The yield is the percentage return a shareholder receives as a dividend on every £100 invested in the company. This is calculated by multiplying the gross dividend by 100 and dividing it by the current share price. For example, if the gross dividend was 10p per share and the share price was 200p the yield would be 5%. If the shares rocketed to 400p and the dividend was not increased the yield would fall to 2.5%. Of course, the lucky investor who was wise enough to buy the shares at 200p would still be getting a 5% yield on his money.
The dividend yield is heavily dependent on the company's pay out policy and is therefore not a very good measure of the company's ranking. Remember too, that as with all types of investment the general rule is the higher the yield the greater the risk.
The last column headed P/E refers to the price earnings ratio which is one of the most important yardsticks used to measure the merits of one share against another. It shows how the company is rated in relation to the profits it earns.
It is calculated by taking the current profits (often called earnings) of the company and dividing it by the number of shares issued. For this purpose earnings are defined as profits after tax, less interest payments and dividends to preference shares. This gives an earnings per share figure which is then divided into the current share price to give the P/E ratio. For example, a company with a quoted share price of 300p and earnings of 25p per share would have a P/E ratio of 12.

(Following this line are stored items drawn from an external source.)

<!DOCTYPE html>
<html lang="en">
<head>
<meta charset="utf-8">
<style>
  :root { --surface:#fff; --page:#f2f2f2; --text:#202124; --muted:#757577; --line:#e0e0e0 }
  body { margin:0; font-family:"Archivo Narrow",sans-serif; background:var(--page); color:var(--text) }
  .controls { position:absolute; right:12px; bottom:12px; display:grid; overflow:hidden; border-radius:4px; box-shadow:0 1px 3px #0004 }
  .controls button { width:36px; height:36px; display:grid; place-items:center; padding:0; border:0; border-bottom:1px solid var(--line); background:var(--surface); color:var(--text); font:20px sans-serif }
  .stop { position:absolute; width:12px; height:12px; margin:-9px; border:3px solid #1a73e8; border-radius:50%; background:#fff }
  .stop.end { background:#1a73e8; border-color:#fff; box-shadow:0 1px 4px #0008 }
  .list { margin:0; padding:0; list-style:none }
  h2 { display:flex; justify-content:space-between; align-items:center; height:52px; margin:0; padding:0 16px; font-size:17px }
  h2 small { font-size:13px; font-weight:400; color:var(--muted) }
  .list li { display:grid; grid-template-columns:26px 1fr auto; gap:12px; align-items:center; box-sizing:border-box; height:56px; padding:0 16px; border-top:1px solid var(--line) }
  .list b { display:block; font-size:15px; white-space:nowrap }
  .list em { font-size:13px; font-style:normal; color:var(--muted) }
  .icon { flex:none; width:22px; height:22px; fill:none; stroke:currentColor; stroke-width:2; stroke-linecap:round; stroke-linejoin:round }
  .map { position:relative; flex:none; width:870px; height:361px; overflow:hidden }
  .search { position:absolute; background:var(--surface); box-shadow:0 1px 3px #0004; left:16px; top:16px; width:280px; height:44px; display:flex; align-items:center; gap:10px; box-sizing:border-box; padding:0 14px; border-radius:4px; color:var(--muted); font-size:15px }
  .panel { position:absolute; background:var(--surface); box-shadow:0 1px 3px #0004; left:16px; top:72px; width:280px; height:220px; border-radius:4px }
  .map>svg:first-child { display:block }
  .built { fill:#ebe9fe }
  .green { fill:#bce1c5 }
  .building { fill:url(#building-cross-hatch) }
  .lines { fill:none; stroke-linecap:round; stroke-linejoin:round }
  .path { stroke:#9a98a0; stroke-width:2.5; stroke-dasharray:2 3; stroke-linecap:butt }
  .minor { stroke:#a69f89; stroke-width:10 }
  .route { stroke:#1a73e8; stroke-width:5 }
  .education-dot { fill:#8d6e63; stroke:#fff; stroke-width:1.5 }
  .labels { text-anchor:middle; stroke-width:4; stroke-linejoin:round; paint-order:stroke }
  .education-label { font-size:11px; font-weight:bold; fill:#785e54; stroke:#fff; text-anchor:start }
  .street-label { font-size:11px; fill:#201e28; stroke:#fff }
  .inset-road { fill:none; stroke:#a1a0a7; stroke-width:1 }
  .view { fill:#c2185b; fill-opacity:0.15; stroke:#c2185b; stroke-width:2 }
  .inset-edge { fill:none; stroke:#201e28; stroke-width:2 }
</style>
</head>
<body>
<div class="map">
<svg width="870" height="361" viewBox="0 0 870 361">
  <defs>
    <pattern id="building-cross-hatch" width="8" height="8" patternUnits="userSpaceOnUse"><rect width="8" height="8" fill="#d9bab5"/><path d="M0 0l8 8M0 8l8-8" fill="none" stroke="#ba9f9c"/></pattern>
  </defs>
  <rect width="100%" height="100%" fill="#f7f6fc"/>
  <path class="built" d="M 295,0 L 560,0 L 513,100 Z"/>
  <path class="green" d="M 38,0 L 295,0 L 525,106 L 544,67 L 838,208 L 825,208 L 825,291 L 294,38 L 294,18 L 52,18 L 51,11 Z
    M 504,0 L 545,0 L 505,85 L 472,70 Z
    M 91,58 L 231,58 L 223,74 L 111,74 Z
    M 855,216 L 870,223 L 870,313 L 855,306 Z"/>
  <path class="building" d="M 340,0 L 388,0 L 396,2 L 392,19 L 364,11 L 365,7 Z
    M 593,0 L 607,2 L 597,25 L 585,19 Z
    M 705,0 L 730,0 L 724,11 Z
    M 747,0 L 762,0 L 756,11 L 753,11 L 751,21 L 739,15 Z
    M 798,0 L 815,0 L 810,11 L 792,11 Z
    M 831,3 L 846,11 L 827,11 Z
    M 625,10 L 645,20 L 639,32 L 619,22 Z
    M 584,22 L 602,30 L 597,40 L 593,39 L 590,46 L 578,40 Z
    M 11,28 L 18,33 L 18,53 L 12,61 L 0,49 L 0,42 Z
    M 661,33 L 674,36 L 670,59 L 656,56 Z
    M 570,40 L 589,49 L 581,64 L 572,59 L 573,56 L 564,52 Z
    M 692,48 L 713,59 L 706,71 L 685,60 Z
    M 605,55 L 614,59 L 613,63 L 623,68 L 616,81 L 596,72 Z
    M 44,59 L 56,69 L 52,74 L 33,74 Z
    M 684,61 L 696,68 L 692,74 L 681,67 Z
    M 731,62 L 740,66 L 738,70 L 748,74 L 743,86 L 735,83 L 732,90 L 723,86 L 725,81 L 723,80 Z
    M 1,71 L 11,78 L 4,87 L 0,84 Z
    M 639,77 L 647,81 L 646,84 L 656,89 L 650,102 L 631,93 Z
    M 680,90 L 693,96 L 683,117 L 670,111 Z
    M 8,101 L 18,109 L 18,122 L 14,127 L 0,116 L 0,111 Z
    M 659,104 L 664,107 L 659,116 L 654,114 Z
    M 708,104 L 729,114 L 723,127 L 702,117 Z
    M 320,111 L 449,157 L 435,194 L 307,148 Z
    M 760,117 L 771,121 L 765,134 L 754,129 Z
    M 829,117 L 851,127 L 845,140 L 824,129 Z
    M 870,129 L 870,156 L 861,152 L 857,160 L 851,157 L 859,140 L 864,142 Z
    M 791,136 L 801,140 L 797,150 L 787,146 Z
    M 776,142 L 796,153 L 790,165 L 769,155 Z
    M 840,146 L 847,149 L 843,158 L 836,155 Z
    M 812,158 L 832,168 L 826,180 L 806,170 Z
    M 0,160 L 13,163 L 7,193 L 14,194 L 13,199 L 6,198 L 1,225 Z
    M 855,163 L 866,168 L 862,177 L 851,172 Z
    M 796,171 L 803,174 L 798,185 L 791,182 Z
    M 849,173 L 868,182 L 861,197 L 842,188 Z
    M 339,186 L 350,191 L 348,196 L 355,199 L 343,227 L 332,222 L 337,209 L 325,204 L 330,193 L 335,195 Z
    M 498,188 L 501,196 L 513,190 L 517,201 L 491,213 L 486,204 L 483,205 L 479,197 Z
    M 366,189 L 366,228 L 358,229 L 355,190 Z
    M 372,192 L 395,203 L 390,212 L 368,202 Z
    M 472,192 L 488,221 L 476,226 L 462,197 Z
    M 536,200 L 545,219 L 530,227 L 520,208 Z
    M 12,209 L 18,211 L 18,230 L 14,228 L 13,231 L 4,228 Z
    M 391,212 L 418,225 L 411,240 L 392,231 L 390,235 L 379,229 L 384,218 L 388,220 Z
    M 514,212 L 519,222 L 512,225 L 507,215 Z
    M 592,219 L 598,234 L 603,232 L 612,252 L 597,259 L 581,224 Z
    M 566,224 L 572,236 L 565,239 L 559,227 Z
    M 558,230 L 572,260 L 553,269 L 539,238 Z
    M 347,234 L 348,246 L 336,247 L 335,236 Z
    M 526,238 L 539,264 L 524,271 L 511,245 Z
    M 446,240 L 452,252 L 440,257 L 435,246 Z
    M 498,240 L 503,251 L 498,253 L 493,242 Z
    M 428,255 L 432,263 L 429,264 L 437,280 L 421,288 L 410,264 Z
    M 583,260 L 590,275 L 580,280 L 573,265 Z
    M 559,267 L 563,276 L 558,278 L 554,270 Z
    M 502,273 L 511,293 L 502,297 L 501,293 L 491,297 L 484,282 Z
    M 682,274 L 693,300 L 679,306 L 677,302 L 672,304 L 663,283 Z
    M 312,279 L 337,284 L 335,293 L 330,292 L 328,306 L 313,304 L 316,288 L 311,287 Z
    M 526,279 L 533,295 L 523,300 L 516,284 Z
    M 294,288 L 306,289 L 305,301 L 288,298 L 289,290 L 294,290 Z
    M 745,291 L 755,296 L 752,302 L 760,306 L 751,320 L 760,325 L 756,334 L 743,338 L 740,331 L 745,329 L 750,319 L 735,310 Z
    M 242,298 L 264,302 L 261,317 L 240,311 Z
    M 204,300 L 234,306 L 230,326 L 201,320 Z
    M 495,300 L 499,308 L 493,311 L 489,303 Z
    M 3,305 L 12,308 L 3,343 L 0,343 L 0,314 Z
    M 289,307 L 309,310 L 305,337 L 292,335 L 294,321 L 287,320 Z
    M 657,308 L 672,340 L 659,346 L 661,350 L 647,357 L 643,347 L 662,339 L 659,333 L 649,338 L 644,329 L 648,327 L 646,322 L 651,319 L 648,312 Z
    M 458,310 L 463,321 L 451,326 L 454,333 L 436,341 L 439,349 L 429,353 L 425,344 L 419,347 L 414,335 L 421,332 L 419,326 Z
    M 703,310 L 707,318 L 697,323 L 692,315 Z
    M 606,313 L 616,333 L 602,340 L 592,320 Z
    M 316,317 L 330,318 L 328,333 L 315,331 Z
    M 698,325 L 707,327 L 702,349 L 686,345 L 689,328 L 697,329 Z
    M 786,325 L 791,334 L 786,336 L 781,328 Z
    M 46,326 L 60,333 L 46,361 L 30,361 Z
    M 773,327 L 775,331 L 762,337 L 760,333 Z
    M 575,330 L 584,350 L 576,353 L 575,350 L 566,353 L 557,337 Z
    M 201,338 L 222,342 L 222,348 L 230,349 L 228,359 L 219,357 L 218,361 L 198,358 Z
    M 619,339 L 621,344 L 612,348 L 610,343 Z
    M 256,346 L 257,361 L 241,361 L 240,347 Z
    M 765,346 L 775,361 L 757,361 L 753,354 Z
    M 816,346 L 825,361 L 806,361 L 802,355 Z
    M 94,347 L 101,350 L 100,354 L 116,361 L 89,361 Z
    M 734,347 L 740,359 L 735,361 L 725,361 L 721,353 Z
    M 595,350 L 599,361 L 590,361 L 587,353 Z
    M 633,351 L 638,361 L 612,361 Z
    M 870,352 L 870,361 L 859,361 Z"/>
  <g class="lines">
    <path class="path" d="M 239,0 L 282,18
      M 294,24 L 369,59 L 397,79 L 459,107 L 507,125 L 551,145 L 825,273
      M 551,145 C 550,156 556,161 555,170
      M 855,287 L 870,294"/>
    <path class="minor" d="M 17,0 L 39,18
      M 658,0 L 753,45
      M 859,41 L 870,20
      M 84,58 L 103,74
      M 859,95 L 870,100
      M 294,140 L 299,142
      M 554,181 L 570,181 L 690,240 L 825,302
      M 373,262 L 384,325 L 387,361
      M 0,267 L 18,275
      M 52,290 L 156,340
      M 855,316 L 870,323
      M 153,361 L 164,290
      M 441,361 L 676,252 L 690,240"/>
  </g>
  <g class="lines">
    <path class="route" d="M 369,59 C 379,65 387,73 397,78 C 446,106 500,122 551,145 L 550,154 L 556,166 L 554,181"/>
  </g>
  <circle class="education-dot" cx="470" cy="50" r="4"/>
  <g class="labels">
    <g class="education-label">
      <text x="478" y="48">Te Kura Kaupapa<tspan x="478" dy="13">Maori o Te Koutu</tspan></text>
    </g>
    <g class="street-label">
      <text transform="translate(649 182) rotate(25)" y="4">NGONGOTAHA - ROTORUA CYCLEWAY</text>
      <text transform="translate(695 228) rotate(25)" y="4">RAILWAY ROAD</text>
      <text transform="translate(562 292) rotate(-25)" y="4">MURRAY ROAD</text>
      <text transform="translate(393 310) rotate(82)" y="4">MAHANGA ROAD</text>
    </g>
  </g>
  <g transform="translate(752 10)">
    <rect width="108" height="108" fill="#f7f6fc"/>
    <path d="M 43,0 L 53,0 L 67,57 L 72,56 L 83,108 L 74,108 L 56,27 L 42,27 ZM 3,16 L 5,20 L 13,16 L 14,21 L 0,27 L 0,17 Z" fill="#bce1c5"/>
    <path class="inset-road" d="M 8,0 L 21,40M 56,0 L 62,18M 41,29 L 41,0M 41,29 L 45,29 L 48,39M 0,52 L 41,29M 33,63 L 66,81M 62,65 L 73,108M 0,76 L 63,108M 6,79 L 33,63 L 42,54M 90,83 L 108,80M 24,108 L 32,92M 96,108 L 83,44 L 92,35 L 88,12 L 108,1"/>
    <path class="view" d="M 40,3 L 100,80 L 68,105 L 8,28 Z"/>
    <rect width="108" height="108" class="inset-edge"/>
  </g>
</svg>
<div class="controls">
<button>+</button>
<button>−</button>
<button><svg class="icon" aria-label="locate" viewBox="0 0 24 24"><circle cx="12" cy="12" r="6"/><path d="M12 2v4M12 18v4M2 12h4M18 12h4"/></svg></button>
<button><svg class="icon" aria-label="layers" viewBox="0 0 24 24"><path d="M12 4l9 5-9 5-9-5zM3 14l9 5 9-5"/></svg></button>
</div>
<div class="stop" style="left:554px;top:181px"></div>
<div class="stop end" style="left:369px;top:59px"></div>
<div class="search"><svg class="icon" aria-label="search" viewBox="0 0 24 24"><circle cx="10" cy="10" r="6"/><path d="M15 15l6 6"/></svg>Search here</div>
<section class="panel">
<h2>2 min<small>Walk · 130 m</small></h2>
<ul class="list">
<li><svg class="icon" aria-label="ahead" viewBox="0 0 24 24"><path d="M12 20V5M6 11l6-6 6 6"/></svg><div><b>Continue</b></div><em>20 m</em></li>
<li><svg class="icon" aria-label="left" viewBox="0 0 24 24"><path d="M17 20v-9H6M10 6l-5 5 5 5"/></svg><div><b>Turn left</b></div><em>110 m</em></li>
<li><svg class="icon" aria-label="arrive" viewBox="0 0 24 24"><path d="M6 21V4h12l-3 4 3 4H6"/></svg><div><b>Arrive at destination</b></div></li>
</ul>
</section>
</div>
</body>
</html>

The figure shows the extent to which the share price is supported by the earnings. The higher the P/E ratio the greater the expectation the market has that profits will rise; buyers normally regard a company with a high P/E ratio as a high flyer and they are therefore willing to pay a comparatively high price for potential future profits. A low P/E ratio indicates that the market regards the company as dull and unlikely to improve its profit record.
The market could have got it wrong and a low P/E may mean that the share is undervalued and represents a good buy. The skill is to judge whether a share's P/E is over or underrating its potential.
It follows that near the top of a bull market P/E ratios are generally high while at the bottom of a bear market they are low.